Solvency II burden for captive insurers

Captive insurers insuring employee benefit risks will be required to demonstrate more robust governance and risk management as well hold higher capital reserves as a result of Solvency II’s second pillar, warns Towers Watson.

The consultancy says around a quarter of single-owner captives are domiciled in either the European Union or in Bermuda, which has recently opted for a modified version of Solvency II. These captives will be affected by the implications of Solvency II, which is due to take effect from January 1, 2014.

Towers Watson says Solvency II governance requirements will create additional work for captive management, although additional employee benefit programme governance and risk management should not add appreciably to the existing costs of Solvency II and compliance for existing property and casualty captives.

Under Solvency II, captive board members have to understand the business they are writing, as well as the associated operating and investments risks. Towers Watson suggests that risk management of employee benefit risks is different from P&C risks.

Towers Watson director Mark Cook says: “Until now the greatest concern for captive managers about Solvency II has been the solvency capital requirement and the implications of the solvency margin standard formula for the balance between risk retention, capital and reinsurance. Now, captive owners realise that improved governance and control also matter, especially when those captives are writing employee benefit risks. To date, employee benefit risks are not commonplace risks to be found financed via captives but this is changing fast. They have different risk profiles to most of captives’ ‘normal’ property & casualty business so captive boards are starting to recognise that they need specialist benefits expertise and advice. We are seeing captive owners starting to focus on the governance and risk management aspects of Solvency II, to be in a good position for when Solvency II comes into effect. One note of caution that has not been clarified as of yet is that the long-term reserving requirements for benefits paid out as annuities are still an area under debate.

“Governance and risk management requirements can have a serious effect on captives’ operations. However, one thing it doesn’t imply is to relocate an EU-based captive to a low-regulation alternative domicile. The fact that regulators are now more focused on avoiding regulatory shopping means that there will be more uniformity. Although there are additional requirements coming into play that weren’t around a few years back, the improved framework should enhance the long-term success of captive programmes if well thought through.”

“We see many captives that write employee benefits risks having governance frameworks in place already. For example, many will have a captive board sub-committee that has specialist employee benefits knowledge. This committee will focus on the employee benefit risks and advise on a variety of topics such as underwriting, pricing, reporting and provider service levels. So this area under Solvency II will be an extension or formalisation of current best practice.” 

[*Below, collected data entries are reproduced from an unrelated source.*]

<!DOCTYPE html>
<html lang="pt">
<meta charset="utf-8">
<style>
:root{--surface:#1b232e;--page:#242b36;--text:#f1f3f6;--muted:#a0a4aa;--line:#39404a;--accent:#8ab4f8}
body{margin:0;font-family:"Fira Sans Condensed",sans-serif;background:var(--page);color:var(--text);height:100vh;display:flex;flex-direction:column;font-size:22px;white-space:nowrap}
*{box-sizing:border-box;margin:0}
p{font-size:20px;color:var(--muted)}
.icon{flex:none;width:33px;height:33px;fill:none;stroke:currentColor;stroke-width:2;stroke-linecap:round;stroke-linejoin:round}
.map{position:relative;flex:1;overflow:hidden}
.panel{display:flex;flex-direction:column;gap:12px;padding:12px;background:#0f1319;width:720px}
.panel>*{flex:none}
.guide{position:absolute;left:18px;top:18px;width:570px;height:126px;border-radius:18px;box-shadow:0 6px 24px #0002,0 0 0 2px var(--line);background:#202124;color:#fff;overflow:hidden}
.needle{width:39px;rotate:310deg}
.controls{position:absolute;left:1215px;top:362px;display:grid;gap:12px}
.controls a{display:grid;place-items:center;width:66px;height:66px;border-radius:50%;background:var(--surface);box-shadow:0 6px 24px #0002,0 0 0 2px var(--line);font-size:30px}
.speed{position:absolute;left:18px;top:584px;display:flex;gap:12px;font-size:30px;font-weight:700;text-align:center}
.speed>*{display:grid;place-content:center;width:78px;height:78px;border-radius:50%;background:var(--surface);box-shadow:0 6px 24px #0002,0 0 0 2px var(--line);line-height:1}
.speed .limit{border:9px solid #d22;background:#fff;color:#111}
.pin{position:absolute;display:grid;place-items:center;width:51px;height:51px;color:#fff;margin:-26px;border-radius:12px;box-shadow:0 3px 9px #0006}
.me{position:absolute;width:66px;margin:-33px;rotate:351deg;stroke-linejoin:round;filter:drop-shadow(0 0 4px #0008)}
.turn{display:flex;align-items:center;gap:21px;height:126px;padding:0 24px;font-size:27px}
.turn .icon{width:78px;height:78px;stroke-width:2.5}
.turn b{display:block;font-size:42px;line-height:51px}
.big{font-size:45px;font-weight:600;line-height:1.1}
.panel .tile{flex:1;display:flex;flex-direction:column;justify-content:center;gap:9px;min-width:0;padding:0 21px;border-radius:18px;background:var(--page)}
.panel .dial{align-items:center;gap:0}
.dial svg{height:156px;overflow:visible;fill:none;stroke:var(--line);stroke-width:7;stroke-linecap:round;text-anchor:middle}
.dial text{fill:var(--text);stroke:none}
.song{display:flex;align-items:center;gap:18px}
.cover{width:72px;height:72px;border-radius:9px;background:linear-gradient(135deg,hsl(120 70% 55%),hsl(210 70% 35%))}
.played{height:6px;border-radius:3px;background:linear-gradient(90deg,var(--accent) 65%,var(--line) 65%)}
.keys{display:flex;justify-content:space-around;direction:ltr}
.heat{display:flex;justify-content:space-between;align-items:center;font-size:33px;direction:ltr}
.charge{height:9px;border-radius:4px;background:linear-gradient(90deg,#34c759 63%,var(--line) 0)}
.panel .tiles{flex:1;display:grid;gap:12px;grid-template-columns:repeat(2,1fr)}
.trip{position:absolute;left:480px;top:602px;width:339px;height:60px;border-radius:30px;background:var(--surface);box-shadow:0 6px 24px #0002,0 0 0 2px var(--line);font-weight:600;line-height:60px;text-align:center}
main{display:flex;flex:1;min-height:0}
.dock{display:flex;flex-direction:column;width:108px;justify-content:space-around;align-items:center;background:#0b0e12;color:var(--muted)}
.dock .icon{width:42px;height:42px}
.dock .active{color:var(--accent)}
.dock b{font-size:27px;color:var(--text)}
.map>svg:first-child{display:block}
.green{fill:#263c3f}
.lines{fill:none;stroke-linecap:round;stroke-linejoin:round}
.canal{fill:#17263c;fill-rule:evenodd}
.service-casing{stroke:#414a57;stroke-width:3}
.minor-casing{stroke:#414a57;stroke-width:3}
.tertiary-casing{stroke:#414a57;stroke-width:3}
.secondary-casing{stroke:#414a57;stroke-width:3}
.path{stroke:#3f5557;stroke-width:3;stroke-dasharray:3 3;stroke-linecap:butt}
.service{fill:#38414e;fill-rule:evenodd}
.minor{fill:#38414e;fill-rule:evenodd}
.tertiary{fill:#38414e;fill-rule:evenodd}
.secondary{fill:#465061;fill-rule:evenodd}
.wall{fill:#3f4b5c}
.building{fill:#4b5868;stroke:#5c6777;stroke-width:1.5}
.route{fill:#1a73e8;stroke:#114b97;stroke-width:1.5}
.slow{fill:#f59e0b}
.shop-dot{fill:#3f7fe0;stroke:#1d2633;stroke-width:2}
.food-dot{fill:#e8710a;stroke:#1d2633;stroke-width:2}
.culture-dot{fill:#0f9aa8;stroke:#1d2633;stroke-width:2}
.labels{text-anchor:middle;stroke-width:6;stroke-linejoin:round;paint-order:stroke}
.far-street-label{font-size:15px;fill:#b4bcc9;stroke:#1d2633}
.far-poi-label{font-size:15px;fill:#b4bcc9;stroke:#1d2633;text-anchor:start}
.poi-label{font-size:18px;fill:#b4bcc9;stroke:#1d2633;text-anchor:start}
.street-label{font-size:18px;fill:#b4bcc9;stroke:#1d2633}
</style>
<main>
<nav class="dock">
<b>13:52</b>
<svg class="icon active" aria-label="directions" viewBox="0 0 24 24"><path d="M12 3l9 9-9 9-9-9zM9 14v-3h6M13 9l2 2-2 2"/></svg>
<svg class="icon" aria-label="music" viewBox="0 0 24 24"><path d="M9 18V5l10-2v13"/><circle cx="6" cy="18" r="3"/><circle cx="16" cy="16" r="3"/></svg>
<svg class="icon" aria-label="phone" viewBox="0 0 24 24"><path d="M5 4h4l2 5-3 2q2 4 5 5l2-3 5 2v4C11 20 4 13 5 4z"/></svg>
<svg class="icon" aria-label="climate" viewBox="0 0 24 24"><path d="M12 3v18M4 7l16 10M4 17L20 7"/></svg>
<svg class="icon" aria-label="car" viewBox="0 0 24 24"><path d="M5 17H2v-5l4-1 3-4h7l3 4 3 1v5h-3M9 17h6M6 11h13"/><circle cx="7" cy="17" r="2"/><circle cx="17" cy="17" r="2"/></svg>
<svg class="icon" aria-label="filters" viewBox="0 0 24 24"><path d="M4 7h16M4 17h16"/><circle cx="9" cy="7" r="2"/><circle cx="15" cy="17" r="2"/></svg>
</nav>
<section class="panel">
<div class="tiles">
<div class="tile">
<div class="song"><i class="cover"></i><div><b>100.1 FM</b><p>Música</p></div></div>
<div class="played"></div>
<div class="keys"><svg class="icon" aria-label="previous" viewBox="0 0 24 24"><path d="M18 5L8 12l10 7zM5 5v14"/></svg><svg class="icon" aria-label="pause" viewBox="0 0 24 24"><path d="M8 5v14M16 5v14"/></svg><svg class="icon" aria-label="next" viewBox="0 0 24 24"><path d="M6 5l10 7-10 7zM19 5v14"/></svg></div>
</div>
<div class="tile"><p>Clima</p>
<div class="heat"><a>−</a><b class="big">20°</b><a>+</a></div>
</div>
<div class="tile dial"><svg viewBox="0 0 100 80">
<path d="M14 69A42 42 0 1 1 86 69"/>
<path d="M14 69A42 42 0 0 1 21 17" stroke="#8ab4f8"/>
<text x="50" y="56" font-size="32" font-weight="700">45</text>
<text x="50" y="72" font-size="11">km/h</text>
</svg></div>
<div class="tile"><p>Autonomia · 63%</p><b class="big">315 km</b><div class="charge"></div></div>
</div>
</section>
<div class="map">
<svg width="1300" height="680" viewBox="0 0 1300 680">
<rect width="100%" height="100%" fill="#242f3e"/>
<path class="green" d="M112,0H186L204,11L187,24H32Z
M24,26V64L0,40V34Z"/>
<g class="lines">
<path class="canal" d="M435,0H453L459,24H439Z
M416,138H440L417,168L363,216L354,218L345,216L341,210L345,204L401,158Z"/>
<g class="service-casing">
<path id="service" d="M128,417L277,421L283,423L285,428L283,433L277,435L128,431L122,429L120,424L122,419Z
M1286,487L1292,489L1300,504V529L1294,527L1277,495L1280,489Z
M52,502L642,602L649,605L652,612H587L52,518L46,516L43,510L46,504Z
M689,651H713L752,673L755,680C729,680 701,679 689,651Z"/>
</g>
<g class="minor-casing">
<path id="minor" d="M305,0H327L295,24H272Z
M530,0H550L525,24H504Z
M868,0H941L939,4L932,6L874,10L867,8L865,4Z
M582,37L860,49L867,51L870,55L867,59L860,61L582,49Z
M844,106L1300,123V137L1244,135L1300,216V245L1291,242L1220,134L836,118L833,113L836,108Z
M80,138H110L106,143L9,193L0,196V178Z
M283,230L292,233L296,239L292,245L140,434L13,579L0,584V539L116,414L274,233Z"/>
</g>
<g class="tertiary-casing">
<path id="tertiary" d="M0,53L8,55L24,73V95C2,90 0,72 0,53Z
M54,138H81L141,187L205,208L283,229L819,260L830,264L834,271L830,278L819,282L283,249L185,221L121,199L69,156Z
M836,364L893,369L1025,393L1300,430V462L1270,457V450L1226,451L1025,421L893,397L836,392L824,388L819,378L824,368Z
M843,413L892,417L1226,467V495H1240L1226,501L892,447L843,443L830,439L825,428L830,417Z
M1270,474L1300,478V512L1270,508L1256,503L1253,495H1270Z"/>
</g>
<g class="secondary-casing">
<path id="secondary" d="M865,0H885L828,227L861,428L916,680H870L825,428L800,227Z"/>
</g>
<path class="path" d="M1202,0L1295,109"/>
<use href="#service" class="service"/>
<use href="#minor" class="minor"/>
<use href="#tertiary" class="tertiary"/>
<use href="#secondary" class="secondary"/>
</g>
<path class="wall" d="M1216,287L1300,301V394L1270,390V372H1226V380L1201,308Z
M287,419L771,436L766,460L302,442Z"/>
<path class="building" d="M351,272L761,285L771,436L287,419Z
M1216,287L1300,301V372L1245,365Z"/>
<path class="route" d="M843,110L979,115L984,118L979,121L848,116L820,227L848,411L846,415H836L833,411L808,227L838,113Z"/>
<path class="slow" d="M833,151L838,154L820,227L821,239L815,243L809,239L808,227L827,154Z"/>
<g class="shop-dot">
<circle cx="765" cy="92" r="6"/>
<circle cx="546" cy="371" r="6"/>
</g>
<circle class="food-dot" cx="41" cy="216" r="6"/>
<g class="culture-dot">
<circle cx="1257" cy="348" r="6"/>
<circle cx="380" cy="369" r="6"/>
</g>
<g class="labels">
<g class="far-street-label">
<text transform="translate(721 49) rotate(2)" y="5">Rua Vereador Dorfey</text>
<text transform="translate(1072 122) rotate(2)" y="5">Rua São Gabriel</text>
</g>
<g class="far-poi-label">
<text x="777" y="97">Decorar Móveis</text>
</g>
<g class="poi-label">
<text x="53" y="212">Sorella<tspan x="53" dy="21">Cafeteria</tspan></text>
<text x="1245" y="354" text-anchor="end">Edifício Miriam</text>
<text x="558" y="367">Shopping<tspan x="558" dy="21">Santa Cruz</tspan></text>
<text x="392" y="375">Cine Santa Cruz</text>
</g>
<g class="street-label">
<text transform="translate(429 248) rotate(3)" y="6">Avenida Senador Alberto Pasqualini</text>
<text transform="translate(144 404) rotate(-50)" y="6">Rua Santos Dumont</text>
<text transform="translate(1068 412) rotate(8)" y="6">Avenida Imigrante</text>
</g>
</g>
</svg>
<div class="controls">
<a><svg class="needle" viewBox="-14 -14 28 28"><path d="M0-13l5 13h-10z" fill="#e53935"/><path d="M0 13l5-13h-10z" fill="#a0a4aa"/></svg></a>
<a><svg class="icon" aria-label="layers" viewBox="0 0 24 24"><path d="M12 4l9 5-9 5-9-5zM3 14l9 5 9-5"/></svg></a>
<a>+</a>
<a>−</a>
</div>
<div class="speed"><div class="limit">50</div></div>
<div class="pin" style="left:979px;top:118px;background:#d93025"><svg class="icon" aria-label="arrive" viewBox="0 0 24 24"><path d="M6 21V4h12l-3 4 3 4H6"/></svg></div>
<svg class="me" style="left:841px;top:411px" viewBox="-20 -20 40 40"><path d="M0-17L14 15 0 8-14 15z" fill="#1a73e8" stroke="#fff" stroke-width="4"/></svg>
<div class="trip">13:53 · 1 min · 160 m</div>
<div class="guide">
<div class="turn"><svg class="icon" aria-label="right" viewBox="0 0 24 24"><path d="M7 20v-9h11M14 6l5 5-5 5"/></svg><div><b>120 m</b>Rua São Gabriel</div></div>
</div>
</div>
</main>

“In the case of a captive’s typical P&C risk exposure, the risks are often highly unpredictable and potentially very volatile, whereas employee benefit risks are somewhat more predictable, higher frequency and lower volatility in comparison. Captives writing employee benefit risks should therefore seek to understand the risks of their employee benefit business, determine how they may adversely affect the captive and then take the appropriate risk management steps.

“Governance and the risk management of employee benefit programmes in captives will require specialised knowledge and experience. On a positive note; introducing employee benefit risks can reduce the risk of the captive becoming insolvent by the addition of an essentially uncorrelated line of business.”